First of all what the hell is an airline named Frontier doing flying that route? They also go from St. Augustine, FL to Newark. Perhaps I bring a personal bias about the term “frontier,” having grown up in the desert, the real "frontier." The word connotes the vast underpopulated regions of the unknown—like Yuma, or Death Valley—or California--whatever comes next if you travel west from Tucson. Back in the day, Tucson had a tiny little airport with about five airlines. One of them was Frontier. I envisioned a pilot in jeans, boots and a cowboy hat casually strutting across the dusty runway climbing the stairs two at a time before jumping into the saddle-fitted cockpit to take control.
|Grizwald Got Us There|
|Foxy Got Us Home|
But it turns out this Frontier Airlines is NOT your father’s Frontier Airlines. The new Frontier was launched in 1994, is based in Denver and serves 76 locations.The old Frontier Airlines existed from 1950 to 1986 and the first president and co-founder was my husband’s namesake, Harold (Hal) Darr. We discovered Frontier when looking for cheap flights from Washington DC to Memphis, TN where my son attends college.
The Frontier flight I was on was a brand new plane, out for its third excursion. When the flight attendants were wheeling the cart near me I heard one of them inhale deeply and say “Ahh, I love the smell of new airplane” with much the same relish as Lieutenant Colonel William "Bill" Kilgore when he said “I love the smell of napalm in the morning” in Apocalypse Now.
Frontier Airlines name their planes after animals. Oh yes they do. Per the company website “Our spokesanimals represent our character, commitment to service, and humor. Each airplane carries a unique spokesanimal from their "stable” of 50. Read their bios at Frontier's stable. My favorite is Oscar the Otter whose quote is: "Mi aeroplano es su aeroplano."
We flew on Grizwald the Bear outbound and Foxy the Fox on the return. Their images are on the tail and disturbingly, also on the wing. If you are seated on the wing and look out the window, it appears an animal is there. It’s a bit like that 1963 Twilight Zone episode “Nightmare at 20,000 Feet” where the man was convinced that he saw a "gremlin" on the wing of the plane. [Millenials, please refer to Nightmare at 20.000 Feet]
Humor in air travel is a core value of mine. It helps me forget I am flying. One of the best lines was when a Southwest flight attendant, during the safety announcements, said: “If you are traveling with a small child today, what were you thinking?” So when I received a thin paper napkin with an image of Grizwald the Bear saying that the napkin could also be used as an eye mask, I thought that was pretty good. Plus the staff refers to the plane as said animal throughout the flight. Gotta love airplane anthropomorphism.

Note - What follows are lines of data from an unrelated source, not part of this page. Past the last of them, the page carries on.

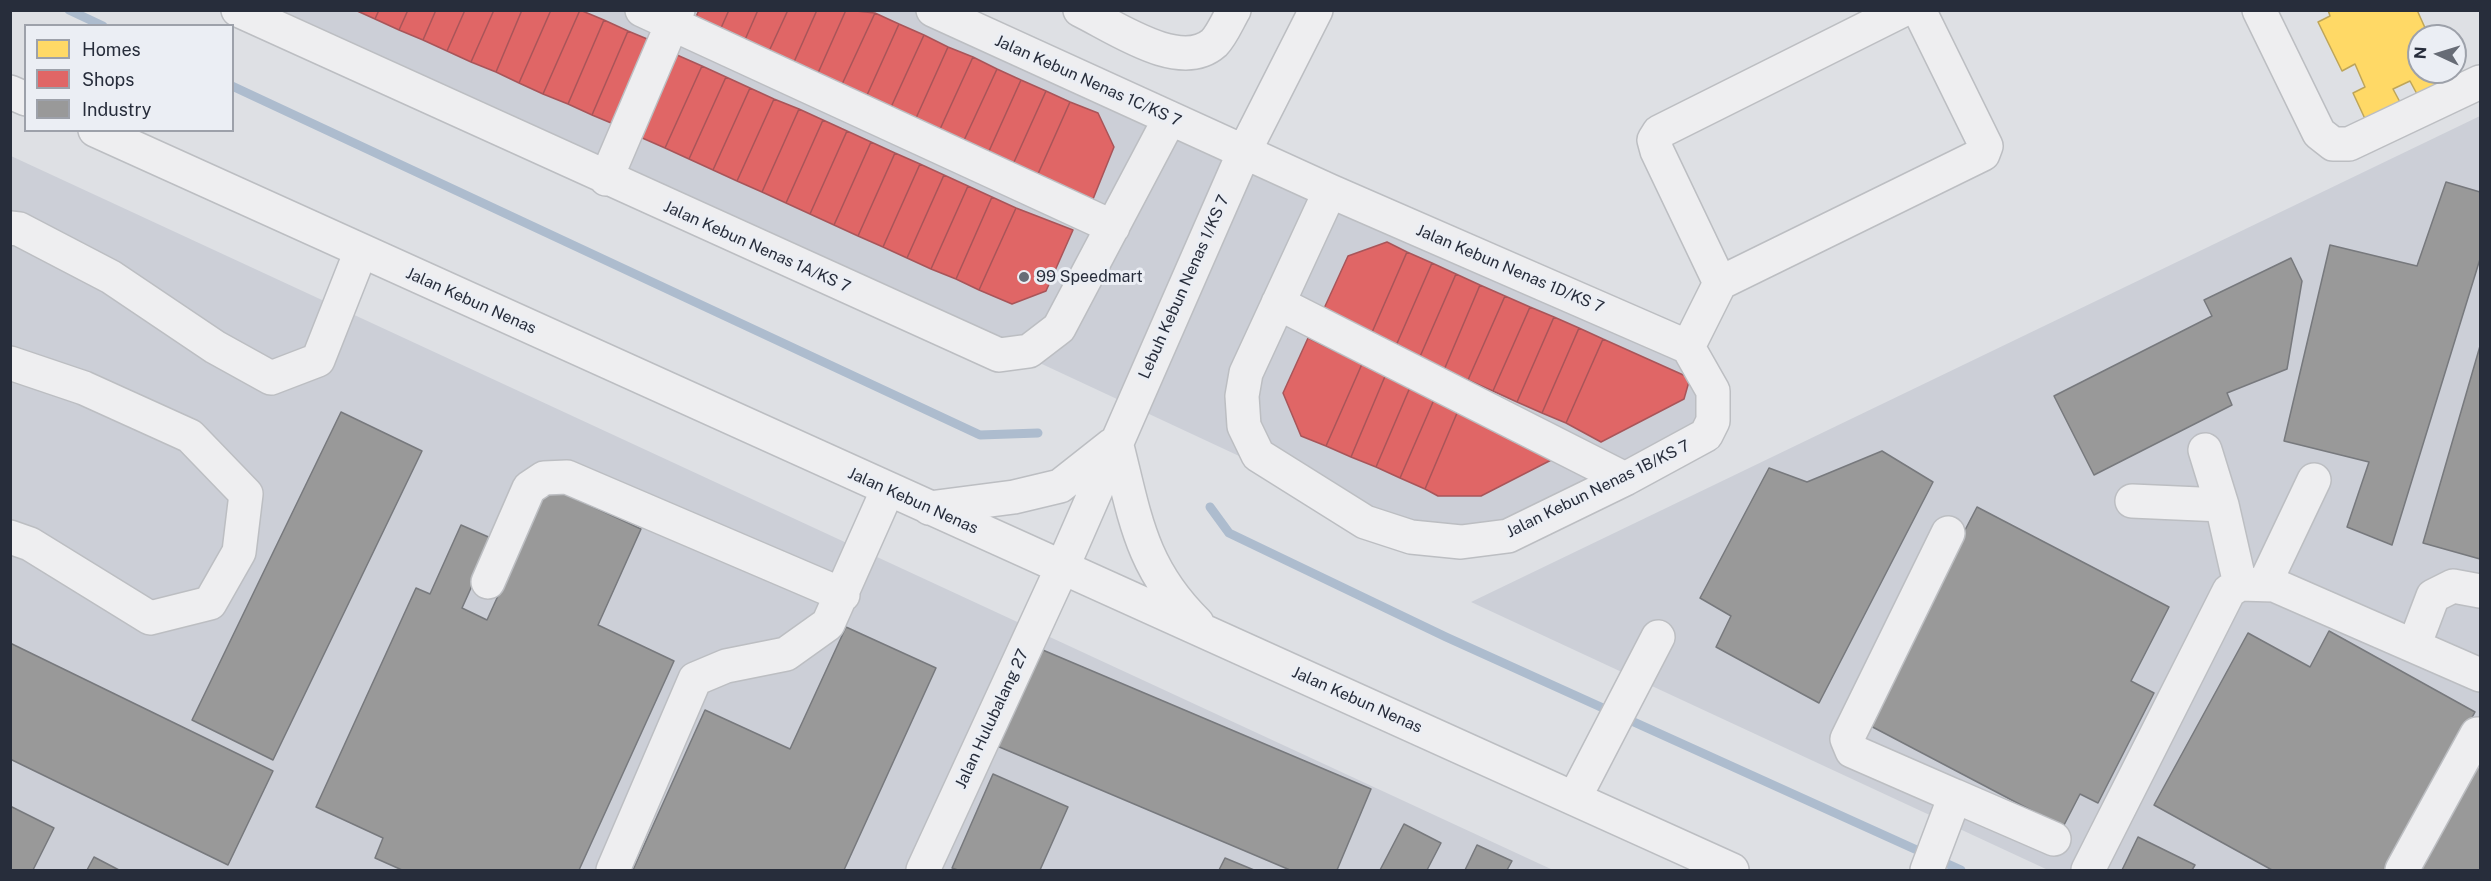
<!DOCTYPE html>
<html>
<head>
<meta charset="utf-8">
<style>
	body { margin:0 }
	#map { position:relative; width:2491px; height:881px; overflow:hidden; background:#dee0e4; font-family:"Public Sans",sans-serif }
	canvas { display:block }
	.frame { position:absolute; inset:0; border:12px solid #272d3b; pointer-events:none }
	.legend { position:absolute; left:24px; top:24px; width:210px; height:108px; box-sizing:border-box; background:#ebeef4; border:2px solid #9da1aa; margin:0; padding:8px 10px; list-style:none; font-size:18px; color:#272d3b }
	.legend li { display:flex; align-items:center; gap:12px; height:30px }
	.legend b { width:30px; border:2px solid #9da1aa }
	.north { position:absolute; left:2407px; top:24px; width:60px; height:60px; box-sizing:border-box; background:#ebeef4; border:2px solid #9da1aa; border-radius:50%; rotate:274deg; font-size:16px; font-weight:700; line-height:24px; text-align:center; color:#272d3b }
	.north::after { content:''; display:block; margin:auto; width:21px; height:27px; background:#676c76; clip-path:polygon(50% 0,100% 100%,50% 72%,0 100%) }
</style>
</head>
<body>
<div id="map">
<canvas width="2491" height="881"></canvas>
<div class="frame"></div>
<ul class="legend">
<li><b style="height:16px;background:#ffd966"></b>Homes</li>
<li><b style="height:16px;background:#e06666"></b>Shops</li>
<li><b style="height:16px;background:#999"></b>Industry</li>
</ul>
<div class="north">N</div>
</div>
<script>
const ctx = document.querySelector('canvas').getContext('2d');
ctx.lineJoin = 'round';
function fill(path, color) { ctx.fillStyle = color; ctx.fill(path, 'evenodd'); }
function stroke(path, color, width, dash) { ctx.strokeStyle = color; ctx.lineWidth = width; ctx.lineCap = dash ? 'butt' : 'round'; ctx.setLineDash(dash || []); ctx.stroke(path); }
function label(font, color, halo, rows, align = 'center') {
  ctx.font = font + ' "Public Sans",sans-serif'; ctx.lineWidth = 6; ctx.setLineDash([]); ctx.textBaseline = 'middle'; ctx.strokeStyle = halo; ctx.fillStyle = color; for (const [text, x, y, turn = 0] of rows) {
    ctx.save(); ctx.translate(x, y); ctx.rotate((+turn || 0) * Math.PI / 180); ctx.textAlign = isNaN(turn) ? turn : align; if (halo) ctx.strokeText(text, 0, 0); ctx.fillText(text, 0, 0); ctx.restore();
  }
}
const built = new Path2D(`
	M259,11h667l759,342 22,41 -8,36 -193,100 -134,-12 -418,-195z
	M2480,116v754h-432l-577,-268z
	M11,156l1542,714h-1542z`);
const homes = new Path2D(`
	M2328,10h89l9,20 -9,4 2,5v33h28l4,8 -33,16 -8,-15 -17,8 8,15 -35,17 -13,-28 12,-6 -10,-23 -13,7 -24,-49 12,-6z`);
const shops = new Path2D(`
	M355,10h24l-4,9z
	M379,10h29l-9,20 -24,-11z
	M408,10h28l-13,30 -24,-10z
	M436,10h29l-18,41 -24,-11z
	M465,10h29l-23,52 -24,-11z
	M494,10h28l-26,62 -25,-10z
	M522,10h29l-32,73 -23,-11z
	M551,10h29l-37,84 -24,-11z
	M580,10l24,10 -36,84 -25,-10z
	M699,10h30l-12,27 -25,-11z
	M729,10h29l-17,39 -24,-12z
	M758,10h30l-23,50 -24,-11z
	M788,10h29l-27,61 -25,-11z
	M817,10h29l-32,72 -24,-11z
	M846,10l29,3 -37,80 -24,-11z
	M875,13l24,11 -36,80 -25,-11z
	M604,20l24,11 -36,84 -24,-11z
	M899,24l25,11 -37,81 -24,-12z
	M628,31l24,10 -36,84 -24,-10z
	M924,35l24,12 -36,80 -25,-11z
	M948,47l25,10 -37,81 -24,-11z
	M677,55l25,11 -37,82 -25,-11z
	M973,57l24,12 -37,80 -24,-11z
	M702,66l24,11 -37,82 -24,-11z
	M997,69l24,11 -36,80 -25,-11z
	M726,77l24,11 -37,82 -24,-11z
	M1021,80l25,11 -36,80 -25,-11z
	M750,88l24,11 -37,82 -24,-11z
	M1046,91l24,11 -36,81 -24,-12z
	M774,99l25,10 -37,83 -25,-11z
	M1070,102l28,11 16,34 -25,62 -55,-26z
	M799,109l24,11 -37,83 -24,-11z
	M823,120l24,11 -37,83 -24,-11z
	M847,131l24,11 -37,83 -24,-11z
	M871,142l24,11 -37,83 -24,-11z
	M895,153l25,11 -37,83 -25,-11z
	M920,164l24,11 -37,83 -24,-11z
	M944,175l24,11 -37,83 -24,-11z
	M968,186l24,11 -36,82 -25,-10z
	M992,197l24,11 -37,82 -23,-11z
	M1016,208l57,22 -27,61 -34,13 -33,-14z
	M1387,242l20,10 -37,85 -49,-22 27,-59z
	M1407,252l25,11 -37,85 -25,-11z
	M1432,263l24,11 -37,85 -24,-11z
	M1456,274l24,11 -36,85 -25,-11z
	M1480,285l25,11 -37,84 -24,-10z
	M1505,296l25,11 -37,84 -25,-11z
	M1530,307l24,10 -37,85 -24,-11z
	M1554,317l25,11 -37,85 -25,-11z
	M1579,328l24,11 -37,84 -24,-10z
	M1308,338l54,26 -36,82 -25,-10 -18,-43z
	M1603,339l87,39 -6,21 -83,43 -35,-19z
	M1362,364l24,10 -35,83 -25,-11z
	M1386,374l25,11 -35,82 -25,-10z
	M1411,385l25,10 -36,83 -24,-11z
	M1436,395l24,11 -35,83 -25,-11z
	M1460,406l101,49 -80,41h-43l-13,-7z`);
const industry = new Path2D(`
	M2446,182l34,10v67l-88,286 -45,-18 22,-65 -85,-21 46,-196 87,21z
	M2291,258l11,23 -15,88 -60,24 5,12 -138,70 -40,-79 158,-80 -8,-16z
	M2480,346v213l-57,-16z
	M341,412l81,39 -149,309 -81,-40z
	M1882,451l51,31 -114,221 -103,-56 15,-31 -31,-18 69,-130 38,14z
	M548,486l93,43 -43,96 76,36 -95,209h-177l-27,-12 8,-20 -67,-31 100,-219 14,6 31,-69 32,14 -31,69 25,12z
	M1977,507l192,100 -38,74 23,12 -56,110 -18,-9 -17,33 -198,-104z
	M846,627l90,41 -92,202h-211l72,-160 85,39z
	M2329,631l146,81 -87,158h-116l-118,-65 94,-172 62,34z
	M10,643l263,128 -45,94 -218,-106z
	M1038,648l333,141 -34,81h-47l-293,-124z
	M2480,754v116h-66z
	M993,774l75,33 -28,63h-82l-6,-2z
	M10,806l44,22 -21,42h-23z
	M1404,824l37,19 -14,27h-47z
	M2138,837l57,28 -3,5h-70z
	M1477,845l35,16 -5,9h-42z
	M94,857l25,13h-32z
	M1225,858l29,12h-35z`);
const stream = new Path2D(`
	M69,10l34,16
	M232,86l748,349 58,-2
	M1210,507l19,26 217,104 515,233`);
const minor = new Path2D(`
	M238,10l761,345 30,-4 30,-23 111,-210
	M642,10l471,217
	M933,10l397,181 358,156 25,44v30l-7,14 -81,44 -117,57 -47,6 -50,-5 -46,-15 -107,-67 -14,-29 -2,-30 4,-23 84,-182
	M1080,10c35,17 100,63 134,33 8,-8 14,-23 20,-33
	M2259,10l60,123 14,11h16l131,-62
	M10,92l16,7
	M95,130l1637,740
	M606,179l72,-169
	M10,228l9,1 92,48 104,70 56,31 47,-18 43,-109
	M1720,283l-63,-132 -3,-11 5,-8 244,-122
	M1278,303l347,176
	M1688,347l32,-64 263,-129 3,-8 -65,-132 -7,-4
	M10,363l74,25 106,48 56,58 -7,58 -29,51 -60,15 -120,-74 -20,-7
	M1116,442c19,74 24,125 81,181
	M2205,450l17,55 18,79
	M2132,501l90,4
	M929,508l85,-11 46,-11 52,-41
	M488,582l41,-94 15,-10 23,-1 276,118
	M2265,583l49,-103
	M2414,646l19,-50 20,-10 27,5
	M1955,796l99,43
	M1575,797l83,-160
	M613,870l82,-191 31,-13 60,-12 42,-30 60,-135
	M923,870l139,-302 182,-416 72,-142
	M1927,870l28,-74 -103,-45 -5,-12 101,-206
	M2088,870l141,-279 11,-7 34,1 206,90
	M2402,870l75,-136`);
const markers = [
	[1024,277,6,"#676c76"]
];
const streetNames = [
	["Jalan Kebun Nenas 1C/KS 7",1088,81,24],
	["Jalan Kebun Nenas 1A/KS 7",757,247,24],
	["Jalan Kebun Nenas 1D/KS 7",1510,269,23],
	["Lebuh Kebun Nenas 1/KS 7",1184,287,-66],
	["Jalan Kebun Nenas",471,301,24],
	["Jalan Kebun Nenas 1B/KS 7",1598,489,-26],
	["Jalan Kebun Nenas",913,501,24],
	["Jalan Kebun Nenas",1357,700,24],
	["Jalan Hulubalang 27",992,719,-65]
];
const poiNames = [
	["99 Speedmart",1036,277]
];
fill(built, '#cccfd7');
fill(homes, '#ffd966');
stroke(homes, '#bea559', 1.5);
fill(shops, '#e06666');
stroke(shops, '#a85559', 1.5);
fill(industry, '#999');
stroke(industry, '#77797d', 1.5);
stroke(stream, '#adbcce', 9);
stroke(minor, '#bcbec2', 36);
stroke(minor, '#eeeef0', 33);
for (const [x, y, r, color] of markers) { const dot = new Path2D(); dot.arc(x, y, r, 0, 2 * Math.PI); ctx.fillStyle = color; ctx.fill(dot); stroke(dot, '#ebeef4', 2); }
label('16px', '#272d3b', '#ebeef4', streetNames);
label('16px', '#272d3b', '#ebeef4', poiNames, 'left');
</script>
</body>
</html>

Alaska Airlines: Washington National Round-trip to Seattle
Alaska Airlines, on the other hand, has a “smiling Eskimo” as the logo on the tail. We don’t know his name, his likes or his dislikes. He represents the no-nonsense nature of this airline. When I booked my reservation I was slightly disturbed by the low flight numbers. DCA to Seattle was Flight Number One and the return was Flight Number Three. Really? Why do all the other airlines have flight numbers in the thousands?
Are we the virgin flight for this leg? Reading the history, there is nothing virgin about Alaska Airlines. It started in 1932 with a Stinson single engine three passenger aircraft. Glad I missed that. But not so glad I missed 1967, when to celebrate the Alaskan centennial, the flight attendants dressed in Edwardian outfits. Alaska gets nothing but praise in the industry—in 2010 it was ranked the most efficient airline operating in the United States. In 2014, JD Power and Associates ranked Alaska Airlines highest in customer satisfaction of traditional airlines for the seventh consecutive year. I can see why.
Alaska Airlines flights are all-business and yet the pilots are kind enough to keep you informed and reassured about the progress. I find this comforting. I hate radio silence from the cockpit. It makes me think something is wrong.
I liked the airline as
soon as I boarded because the two flight attendants greeting me told
me I was cute and fawned over me. I was wearing my red winter hat with a black
flower pinned to side.Who cares about complementary drinks when you can get
|Was it the Hat?|
My seatmate was a Millennial. When he saw that I was reading David Foster Wallace, Brief Interviews with Hideous Men, he warmed to me right away. There’s no better way to bond with a Millennial than to be reading a book by a drug-addicted suicidal author. We talked about the writer's brilliance and went immediately to the big DFW question: “Have you read Infinite Jest?” He said he had not but he knows someone who has. I doubt it. I don’t think anyone has finished it. That’s why it’s called Infinite Jest, suggested one writer friend of mine—David had the last laugh on us. I asked The Millennial if he had flown Alaska Airlines before and how he liked it. He said no, and he didn’t much care for the cold attitude of the flight attendants. I said: “They liked me. They told me I was cute.” The Millennial said: “It’s the hat.” After a suitable interval of witty repartee, we parted ways to sink into our isolated activities of choice for the next seven hours.